Canary Analyze All The Things: How we learned to Keep Calm and Release Often
Canary Analyze All The Things: How we learned to Keep Calm and Release Often
The process of releasing to production can be nerve wracking for any conscientious developer, especially when the product you're releasing is responsible for entertaining 48 million customers. Practically everyone who pushes to production spends some time after that push monitoring production, sometimes with a certain degree of trepidation.
In the last year or so, we've taken our most critical application, the system responsible for the Netflix API, and increased deployment cadence from semi-monthly deployments to daily deployments, all while lowering the effort on the part of developers, increasing availability for our customers, and building up our trust that when we deploy into production, that deployment is safe, predictable, and good for our customers -- and that when it is not, we'll know it isn't, we'll know it quickly, and we'll automatically revert changes. We've done this by investing in our real-time analytics capabilities and building an automated canary analysis system.

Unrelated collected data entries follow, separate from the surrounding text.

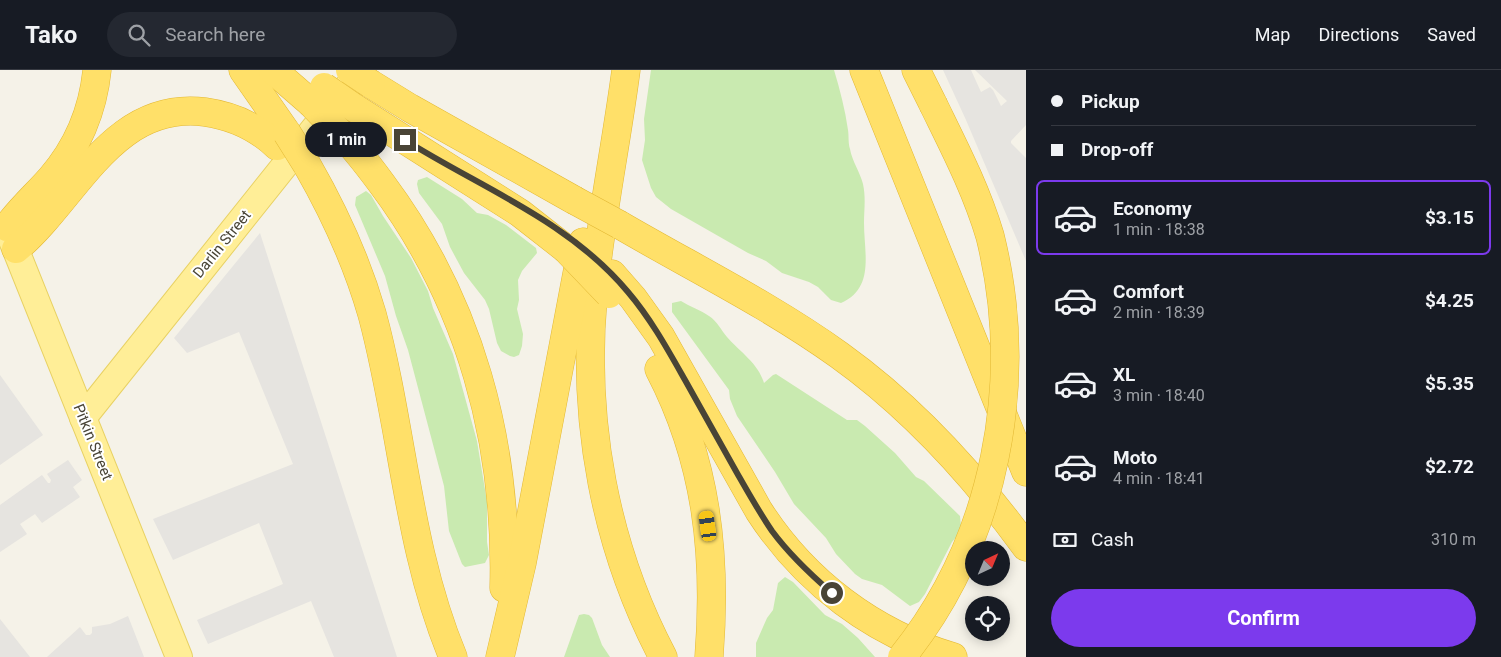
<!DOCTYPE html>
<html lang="en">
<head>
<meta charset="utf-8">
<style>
  body { margin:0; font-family:Roboto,sans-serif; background:#242831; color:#f1f3f6; height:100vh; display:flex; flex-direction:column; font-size:19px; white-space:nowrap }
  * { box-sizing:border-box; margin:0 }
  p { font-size:16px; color:#9ea1a6 }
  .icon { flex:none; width:28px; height:28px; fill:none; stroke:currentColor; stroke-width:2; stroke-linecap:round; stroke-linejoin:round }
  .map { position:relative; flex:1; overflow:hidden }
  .details { display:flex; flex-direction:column; background:#171b24; width:475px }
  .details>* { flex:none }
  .banner { display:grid; align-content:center; height:110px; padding:0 25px; background:#171b24 }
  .needle { width:32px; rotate:44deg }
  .controls { position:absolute; left:965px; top:471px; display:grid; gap:10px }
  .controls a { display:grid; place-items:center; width:45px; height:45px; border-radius:50%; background:#171b24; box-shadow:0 2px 12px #0003; font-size:25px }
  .end { position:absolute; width:22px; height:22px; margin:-11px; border:6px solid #494436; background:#fff; box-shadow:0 0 0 2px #fff }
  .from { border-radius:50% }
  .bubble { position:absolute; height:35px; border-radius:18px; background:#171b24; box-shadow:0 2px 12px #0003; font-size:16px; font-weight:700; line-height:35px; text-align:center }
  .car { position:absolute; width:15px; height:30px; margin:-15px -8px; border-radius:6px; box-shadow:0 0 4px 1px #0007; background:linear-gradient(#f5c518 24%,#345 0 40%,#f5c518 0 76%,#345 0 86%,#f5c518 0) }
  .banner b { display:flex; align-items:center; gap:18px; height:48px; font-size:19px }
  .banner b+b { border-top:1px solid #363941 }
  .banner i { width:12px; height:12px; background:#f1f3f6 }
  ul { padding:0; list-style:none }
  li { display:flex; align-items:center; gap:15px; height:75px; margin:0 10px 8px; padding:0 15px; border:2px solid transparent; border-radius:8px }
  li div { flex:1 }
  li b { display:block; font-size:19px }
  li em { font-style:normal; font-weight:700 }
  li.on { border-color:#7c3aed }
  li>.icon { width:45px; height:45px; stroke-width:1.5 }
  .pay { display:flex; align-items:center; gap:12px; height:55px; padding:0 25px; font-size:19px }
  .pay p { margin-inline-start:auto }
  .cta { display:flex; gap:10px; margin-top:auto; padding:10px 25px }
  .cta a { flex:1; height:58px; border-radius:30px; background:#7c3aed; color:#fff; font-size:20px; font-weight:700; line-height:58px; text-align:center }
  header { display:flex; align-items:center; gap:30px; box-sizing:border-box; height:70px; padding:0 25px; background:#171b24; border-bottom:1px solid #363941 }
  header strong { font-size:24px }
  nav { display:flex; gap:28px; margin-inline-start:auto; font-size:18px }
  .search { width:350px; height:45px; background:#242831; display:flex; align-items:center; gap:12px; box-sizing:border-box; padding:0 18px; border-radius:28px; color:#9ea1a6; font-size:19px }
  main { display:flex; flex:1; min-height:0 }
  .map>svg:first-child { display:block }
</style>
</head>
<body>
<header>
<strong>Tako</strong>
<div class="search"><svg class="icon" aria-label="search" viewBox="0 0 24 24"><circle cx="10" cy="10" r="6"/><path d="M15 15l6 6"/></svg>Search here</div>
<nav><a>Map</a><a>Directions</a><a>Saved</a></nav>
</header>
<main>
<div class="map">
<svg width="1026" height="587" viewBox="0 0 1026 587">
  <rect width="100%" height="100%" fill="#f5f2e8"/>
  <g fill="#c9eab0">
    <path d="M651 0H834C840 20 845 39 848 60 849 66 848 73 850 79 852 91 860 102 863 114 866 128 864 140 864 153 864 183 875 218 841 233L831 230 818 217 809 212 782 203 766 191 748 183 671 139 656 127 651 118 642 90 645 70 644 49Z"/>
    <path d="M427 107 462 129 477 143 488 145 506 155 536 178 537 183 522 201 518 210 519 230 517 239 523 264 522 276 519 285 514 287 510 286 501 281 497 273 489 239 485 230 464 203 450 177 442 154 419 123 417 114 418 110Z"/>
    <path d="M366 121 371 125 383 146 411 188 428 221 433 238 453 284 477 371 487 432V472L489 485 485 493 465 497 462 494 449 461 444 416 408 280 396 246 385 206 355 135 356 127Z"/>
    <path d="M681 231C690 237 701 240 709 246 717 251 721 260 727 267 740 282 758 293 764 313L773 305 776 304 847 350H857L865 356 895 383 916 407 924 411 960 446 961 456 958 465 952 472 925 524 919 532 910 536 882 515 862 509 855 504 836 484 826 468 794 434 775 402 737 346 730 329 729 320 672 242V233Z"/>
    <path d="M785 507 793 512 825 545 842 554 858 568 875 587H756V573L767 548 773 540 778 513Z"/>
    <path d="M584 544 589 545 592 548 602 575 610 587H564L579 545Z"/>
  </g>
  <g fill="#e6e4e0">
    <path d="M943 0H971L981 22 990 17 993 20 1001 36 1007 31 975 0H1026V55L1011 71V73L1026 88V191L966 50Z"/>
    <path d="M260 163 397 587H334L311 531 208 574 197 550 283 514 259 453 173 490 153 449 293 394 239 262 187 283 174 268Z"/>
    <path d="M0 305 43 365 0 395Z"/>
    <path d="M68 390 82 410 73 417 80 427 42 453 35 444 20 454 27 464 0 482V435L42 405 48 413H50L51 410 47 404Z"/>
    <path d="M128 546 144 587H47L80 557 86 565H90L92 563V557L110 554Z"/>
    <path d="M0 549 30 587H0Z"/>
  </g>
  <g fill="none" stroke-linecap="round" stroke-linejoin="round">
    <g stroke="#e8d163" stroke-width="28">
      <g id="major">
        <path d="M7 158 179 587"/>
        <path d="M83 348 361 0"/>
      </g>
    </g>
    <g stroke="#e3b834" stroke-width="29">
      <g id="highway">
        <path d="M243 0 287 63"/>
        <path d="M273 0 311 33"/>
        <path d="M626 0C616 76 600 152 593 228 582 352 605 477 663 587"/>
        <path d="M864 0 1026 402"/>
        <path d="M916 0 933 34"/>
        <path d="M371 14 410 38 574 130"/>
        <path d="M353 37 520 143 566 179"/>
        <path d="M336 59C353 75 368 95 382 114 470 232 508 372 504 518"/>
        <path d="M307 95C334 142 357 192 372 244 403 358 407 477 453 587"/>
        <path d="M620 155C692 197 771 236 839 285 913 338 973 404 1026 477"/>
        <path d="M7 157C20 139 36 125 51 108 77 78 93 40 97 0"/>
        <path d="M16 179C76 129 112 30 205 42 233 46 256 56 277 76"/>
        <path d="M612 204 633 228 661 267 759 441C805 512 873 563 953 587"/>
        <path d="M659 299C707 391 717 485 709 587"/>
        <path d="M500 587 522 493 583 172"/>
      </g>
    </g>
    <use href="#major" stroke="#ffee97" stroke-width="26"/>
    <use href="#highway" stroke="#ffe069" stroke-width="28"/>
    <g stroke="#e3b834" stroke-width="29" stroke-linecap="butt">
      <g id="highway-bridge">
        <path d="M350 0 371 14"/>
        <path d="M324 17 353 37"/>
        <path d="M311 33 336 59"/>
        <path d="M287 63 307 95"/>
        <path d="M574 130 620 155"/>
        <path d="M566 179 609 224"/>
        <path d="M902 587C996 470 1026 311 990 166 976 119 954 77 933 34"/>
      </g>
    </g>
    <use href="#highway-bridge" stroke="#ffe069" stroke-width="28"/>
  </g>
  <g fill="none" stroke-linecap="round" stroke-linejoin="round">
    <path stroke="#494436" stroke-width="6" d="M405 70C481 118 568 150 628 222 651 249 668 280 685 310 702 341 720 372 737 403 748 422 759 442 772 461 789 484 810 504 832 523"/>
  </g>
  <g text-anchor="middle" stroke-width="4" stroke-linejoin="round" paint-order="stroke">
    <g font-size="15" fill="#494436" stroke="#fff">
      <text transform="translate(222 174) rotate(-51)" y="5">Darlin Street</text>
      <text transform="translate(93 372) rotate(68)" y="5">Pitkin Street</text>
    </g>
  </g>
</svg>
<div class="controls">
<a><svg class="needle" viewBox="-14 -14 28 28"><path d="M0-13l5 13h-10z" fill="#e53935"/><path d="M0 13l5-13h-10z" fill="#9ea1a6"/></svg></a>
<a><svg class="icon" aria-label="locate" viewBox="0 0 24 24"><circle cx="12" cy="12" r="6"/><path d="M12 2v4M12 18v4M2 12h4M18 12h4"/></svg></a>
</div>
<i class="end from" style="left:832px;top:523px"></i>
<i class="end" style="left:405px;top:70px"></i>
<div class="bubble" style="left:305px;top:52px;width:82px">1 min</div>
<i class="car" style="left:708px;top:456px;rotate:352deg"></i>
</div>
<section class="details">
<div class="banner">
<b><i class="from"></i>Pickup</b>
<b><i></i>Drop-off</b>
</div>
<ul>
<li class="on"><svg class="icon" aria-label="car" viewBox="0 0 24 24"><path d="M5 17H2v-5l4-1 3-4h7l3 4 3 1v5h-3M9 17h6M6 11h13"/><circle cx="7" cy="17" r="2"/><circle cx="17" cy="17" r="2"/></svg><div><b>Economy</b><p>1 min · 18:38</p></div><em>$3.15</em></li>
<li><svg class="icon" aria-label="car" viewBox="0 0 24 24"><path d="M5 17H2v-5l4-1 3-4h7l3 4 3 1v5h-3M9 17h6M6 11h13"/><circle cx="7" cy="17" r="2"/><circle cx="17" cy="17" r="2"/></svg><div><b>Comfort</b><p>2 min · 18:39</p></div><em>$4.25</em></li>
<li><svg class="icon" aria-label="car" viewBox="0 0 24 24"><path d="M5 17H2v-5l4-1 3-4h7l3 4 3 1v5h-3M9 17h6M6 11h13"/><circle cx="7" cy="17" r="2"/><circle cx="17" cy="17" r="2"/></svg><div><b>XL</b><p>3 min · 18:40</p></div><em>$5.35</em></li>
<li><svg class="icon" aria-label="car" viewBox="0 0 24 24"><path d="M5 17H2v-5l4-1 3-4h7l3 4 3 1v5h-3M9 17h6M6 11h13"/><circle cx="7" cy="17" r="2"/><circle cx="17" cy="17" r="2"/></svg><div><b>Moto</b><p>4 min · 18:41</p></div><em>$2.72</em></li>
</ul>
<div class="pay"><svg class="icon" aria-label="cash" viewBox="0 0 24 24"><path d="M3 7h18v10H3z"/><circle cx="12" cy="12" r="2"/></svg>Cash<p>310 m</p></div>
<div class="cta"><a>Confirm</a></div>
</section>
</main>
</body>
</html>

In this talk, we'll discuss canary analysis deployment and observability patterns we believe are generally useful, and talk about the difference between manual and automated canary analysis. Partially aspirational, partially utiliarian, our goal is to provide a useful way to think about canary analysis that will be applicable in most cloud-based engineering environments. We'll also discuss cloud-specific considerations (and opportunities) for canary analysis, as well as the next steps for Netflix's canary analysis system.